SOURCE INFORMATION:

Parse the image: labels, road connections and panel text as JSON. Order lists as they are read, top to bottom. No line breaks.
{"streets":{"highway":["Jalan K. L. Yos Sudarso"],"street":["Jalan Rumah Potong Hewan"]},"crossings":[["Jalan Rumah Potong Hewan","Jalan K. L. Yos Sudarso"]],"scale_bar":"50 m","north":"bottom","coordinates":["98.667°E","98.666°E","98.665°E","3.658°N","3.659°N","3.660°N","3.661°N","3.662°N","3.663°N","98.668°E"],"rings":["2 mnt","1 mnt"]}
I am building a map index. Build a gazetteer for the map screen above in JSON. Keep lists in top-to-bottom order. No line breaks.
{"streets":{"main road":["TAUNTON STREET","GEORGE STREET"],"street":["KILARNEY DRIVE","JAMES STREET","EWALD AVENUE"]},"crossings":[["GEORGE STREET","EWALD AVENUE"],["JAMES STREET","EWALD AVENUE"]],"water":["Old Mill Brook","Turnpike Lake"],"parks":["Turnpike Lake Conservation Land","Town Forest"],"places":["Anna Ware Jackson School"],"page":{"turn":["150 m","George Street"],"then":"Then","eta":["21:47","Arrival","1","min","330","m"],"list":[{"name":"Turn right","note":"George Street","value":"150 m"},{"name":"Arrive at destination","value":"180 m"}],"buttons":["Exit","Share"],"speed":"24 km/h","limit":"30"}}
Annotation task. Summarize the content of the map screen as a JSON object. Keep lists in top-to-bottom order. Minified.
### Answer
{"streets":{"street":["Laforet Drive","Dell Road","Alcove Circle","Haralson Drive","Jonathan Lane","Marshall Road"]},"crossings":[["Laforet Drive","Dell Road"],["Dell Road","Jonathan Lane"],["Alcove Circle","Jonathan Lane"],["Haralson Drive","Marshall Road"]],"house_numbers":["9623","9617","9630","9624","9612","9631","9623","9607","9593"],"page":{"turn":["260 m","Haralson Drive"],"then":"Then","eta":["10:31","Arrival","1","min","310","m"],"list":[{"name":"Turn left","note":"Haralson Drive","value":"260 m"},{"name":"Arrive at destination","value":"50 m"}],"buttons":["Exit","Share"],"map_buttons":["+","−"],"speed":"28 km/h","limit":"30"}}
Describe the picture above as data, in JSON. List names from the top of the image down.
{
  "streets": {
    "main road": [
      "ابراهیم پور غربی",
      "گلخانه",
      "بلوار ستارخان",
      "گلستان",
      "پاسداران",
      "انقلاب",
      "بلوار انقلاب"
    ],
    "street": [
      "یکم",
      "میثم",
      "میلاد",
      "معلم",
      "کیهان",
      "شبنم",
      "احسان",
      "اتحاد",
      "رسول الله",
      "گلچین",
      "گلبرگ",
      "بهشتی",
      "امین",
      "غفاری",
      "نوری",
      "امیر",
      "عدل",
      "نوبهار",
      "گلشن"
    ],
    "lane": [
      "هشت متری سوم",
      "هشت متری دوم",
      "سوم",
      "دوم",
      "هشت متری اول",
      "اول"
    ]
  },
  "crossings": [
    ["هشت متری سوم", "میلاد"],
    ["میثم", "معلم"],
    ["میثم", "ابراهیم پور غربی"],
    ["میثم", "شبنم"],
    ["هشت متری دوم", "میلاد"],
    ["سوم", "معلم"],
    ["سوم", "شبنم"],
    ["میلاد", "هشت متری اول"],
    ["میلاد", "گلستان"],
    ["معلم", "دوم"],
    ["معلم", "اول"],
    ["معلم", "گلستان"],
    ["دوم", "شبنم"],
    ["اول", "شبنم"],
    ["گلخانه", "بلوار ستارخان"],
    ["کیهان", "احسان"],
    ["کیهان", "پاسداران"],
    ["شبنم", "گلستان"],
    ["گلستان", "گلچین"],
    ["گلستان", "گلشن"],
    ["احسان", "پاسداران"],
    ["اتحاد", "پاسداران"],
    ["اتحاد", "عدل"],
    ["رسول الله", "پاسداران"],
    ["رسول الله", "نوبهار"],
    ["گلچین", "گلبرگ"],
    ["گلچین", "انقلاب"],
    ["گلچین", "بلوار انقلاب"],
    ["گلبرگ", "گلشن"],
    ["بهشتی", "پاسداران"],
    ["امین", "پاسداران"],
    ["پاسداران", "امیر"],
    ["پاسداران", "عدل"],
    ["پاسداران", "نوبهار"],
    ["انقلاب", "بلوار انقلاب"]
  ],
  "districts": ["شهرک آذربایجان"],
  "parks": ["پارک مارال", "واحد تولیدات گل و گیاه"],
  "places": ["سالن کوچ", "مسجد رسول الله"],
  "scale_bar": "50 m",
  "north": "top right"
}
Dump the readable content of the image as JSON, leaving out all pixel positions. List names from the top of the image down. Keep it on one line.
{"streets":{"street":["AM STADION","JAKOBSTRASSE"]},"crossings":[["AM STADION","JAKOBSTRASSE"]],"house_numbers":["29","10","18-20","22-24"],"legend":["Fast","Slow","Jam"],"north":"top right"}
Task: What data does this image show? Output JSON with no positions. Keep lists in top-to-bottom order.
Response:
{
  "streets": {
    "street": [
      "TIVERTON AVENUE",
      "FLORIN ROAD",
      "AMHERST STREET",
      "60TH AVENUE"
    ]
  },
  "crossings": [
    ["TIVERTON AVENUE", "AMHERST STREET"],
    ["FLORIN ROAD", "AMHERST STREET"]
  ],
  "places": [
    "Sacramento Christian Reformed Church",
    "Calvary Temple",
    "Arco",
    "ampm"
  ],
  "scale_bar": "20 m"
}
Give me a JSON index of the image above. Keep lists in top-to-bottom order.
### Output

TASK DESCRIPTION: In the listing above, find each line with the word "Output" and copy it out.

SOLUTION BELOW:
Task: What data does this image show? Output JSON with no positions. Keep lists in top-to-bottom order.
### Output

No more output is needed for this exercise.